▸ **What to produce**
Within the listing below, show every line that contains the word "sheet".

==============================

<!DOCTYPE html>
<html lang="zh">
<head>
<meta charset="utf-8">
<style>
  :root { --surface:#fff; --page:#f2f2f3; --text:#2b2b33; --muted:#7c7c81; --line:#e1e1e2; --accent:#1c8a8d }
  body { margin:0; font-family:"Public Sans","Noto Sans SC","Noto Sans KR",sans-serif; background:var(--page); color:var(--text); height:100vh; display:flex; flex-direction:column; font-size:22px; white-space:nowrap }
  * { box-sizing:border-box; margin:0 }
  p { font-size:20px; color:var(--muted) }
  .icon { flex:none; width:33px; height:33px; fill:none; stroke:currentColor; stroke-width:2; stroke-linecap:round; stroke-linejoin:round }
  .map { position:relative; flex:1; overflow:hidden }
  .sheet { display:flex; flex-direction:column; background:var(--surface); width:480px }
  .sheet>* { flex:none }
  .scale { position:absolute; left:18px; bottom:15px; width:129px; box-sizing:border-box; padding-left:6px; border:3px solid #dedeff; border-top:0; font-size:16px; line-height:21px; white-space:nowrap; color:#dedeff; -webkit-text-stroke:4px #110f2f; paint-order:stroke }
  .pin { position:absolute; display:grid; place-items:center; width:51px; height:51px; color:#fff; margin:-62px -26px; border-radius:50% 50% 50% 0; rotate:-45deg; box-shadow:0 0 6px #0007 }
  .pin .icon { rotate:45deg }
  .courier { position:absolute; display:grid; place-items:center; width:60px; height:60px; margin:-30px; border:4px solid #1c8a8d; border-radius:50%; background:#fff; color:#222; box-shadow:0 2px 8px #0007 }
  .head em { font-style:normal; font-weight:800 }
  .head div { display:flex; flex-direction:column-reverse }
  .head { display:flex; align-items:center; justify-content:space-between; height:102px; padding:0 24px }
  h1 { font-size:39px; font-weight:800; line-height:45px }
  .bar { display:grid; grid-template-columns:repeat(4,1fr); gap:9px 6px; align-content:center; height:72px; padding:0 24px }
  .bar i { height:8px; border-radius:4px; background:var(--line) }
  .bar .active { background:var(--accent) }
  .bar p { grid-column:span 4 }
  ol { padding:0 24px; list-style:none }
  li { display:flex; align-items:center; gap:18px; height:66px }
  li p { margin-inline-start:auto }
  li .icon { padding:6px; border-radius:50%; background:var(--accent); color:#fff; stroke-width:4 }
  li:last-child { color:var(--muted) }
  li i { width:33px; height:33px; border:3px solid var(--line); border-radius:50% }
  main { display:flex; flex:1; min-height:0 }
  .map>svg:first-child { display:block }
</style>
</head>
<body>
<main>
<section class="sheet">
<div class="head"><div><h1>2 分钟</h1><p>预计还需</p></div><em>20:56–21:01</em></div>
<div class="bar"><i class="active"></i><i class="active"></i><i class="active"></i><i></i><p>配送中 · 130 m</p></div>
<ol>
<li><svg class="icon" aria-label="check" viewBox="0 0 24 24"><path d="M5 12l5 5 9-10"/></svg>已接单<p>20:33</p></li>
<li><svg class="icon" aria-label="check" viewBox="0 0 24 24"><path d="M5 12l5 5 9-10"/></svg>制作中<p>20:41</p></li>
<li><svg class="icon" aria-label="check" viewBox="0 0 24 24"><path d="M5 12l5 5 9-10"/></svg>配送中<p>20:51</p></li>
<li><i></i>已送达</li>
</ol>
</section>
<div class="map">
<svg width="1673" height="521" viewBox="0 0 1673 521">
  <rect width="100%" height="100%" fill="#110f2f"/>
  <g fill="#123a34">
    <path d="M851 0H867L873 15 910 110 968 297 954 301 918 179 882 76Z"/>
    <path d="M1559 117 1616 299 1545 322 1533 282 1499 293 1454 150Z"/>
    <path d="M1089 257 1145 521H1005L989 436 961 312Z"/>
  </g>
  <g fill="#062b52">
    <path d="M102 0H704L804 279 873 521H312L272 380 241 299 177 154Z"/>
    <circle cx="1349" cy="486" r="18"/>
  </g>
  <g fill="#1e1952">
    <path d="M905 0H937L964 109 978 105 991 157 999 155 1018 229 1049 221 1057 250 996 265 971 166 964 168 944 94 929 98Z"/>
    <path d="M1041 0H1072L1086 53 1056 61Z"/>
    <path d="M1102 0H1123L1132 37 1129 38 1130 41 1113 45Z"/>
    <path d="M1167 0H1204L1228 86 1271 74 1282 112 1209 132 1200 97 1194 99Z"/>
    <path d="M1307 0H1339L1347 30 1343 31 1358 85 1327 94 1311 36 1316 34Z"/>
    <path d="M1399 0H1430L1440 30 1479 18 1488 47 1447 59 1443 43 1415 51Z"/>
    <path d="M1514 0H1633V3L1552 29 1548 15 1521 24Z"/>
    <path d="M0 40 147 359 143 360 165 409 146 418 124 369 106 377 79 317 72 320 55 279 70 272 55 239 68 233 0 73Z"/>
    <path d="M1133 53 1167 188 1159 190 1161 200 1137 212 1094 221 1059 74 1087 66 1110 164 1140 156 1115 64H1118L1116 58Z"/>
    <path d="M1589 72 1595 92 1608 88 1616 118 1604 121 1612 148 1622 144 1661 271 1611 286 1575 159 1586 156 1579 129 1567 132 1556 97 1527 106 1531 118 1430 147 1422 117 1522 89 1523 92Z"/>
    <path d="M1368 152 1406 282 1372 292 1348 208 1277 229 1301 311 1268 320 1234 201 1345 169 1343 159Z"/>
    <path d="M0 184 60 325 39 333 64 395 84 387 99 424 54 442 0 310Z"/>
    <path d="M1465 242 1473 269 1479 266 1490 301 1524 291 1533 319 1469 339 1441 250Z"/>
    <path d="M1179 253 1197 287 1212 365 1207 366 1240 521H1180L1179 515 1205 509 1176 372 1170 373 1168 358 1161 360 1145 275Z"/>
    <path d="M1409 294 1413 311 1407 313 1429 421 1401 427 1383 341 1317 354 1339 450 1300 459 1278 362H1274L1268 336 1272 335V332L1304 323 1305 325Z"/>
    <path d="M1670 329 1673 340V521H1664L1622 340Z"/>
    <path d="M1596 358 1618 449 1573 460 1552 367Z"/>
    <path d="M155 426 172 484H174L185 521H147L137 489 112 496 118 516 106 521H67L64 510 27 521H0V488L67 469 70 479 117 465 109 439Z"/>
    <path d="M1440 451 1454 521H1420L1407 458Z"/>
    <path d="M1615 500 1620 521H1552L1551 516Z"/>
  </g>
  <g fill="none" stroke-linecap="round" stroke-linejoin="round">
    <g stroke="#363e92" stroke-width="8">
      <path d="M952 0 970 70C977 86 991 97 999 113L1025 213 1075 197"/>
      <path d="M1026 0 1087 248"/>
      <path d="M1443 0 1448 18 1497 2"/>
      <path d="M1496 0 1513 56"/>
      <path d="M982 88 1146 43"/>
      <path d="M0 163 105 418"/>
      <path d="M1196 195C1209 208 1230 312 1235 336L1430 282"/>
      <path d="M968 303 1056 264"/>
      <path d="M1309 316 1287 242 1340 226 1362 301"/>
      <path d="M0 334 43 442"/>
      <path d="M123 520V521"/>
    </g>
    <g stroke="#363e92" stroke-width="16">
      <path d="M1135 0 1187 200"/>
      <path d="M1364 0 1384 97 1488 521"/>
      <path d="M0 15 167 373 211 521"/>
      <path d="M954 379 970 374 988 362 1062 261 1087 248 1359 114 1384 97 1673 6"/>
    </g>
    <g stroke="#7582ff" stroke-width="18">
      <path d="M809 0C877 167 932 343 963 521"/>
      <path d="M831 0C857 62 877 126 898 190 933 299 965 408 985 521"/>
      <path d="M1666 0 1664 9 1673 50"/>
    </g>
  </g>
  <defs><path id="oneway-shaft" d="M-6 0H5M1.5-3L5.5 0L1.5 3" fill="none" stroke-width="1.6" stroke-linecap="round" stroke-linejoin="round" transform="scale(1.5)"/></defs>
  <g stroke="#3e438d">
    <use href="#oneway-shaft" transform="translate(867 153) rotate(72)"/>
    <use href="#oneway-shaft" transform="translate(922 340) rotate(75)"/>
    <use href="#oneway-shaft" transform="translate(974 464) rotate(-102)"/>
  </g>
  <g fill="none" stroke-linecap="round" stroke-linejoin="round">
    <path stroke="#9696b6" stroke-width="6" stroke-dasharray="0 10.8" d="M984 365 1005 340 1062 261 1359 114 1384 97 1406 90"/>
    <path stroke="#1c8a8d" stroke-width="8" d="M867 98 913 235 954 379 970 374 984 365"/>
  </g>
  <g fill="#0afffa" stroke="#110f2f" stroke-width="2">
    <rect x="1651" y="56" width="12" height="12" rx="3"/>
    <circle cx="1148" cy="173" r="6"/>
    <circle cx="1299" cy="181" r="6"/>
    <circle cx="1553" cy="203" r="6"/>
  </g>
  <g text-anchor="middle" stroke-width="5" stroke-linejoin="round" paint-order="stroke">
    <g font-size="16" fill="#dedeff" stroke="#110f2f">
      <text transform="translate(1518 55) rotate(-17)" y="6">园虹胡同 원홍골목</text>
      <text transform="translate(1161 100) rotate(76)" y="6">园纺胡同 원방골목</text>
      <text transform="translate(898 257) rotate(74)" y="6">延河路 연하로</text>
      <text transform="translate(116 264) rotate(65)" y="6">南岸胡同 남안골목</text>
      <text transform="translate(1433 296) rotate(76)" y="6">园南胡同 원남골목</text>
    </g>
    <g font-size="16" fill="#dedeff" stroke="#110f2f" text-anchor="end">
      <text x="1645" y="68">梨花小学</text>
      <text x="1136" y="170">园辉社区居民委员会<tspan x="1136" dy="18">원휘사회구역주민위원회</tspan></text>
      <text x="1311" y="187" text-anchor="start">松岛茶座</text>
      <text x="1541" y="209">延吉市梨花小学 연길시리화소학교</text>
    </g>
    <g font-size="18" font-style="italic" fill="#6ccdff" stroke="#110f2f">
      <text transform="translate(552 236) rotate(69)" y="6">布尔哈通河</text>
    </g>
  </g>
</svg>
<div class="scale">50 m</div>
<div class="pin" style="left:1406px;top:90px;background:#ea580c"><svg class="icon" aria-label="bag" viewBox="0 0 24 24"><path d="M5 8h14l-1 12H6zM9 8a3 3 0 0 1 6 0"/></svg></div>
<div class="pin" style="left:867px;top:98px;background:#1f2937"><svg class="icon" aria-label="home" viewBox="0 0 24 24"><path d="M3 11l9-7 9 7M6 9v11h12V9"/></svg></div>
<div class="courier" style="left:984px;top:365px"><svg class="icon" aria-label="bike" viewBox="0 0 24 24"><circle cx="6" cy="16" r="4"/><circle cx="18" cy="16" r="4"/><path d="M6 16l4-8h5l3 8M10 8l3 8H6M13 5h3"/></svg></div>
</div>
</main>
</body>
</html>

==============================

▸ **Answer to this exercise**
  .sheet { display:flex; flex-direction:column; background:var(--surface); width:480px }
  .sheet>* { flex:none }
<section class="sheet">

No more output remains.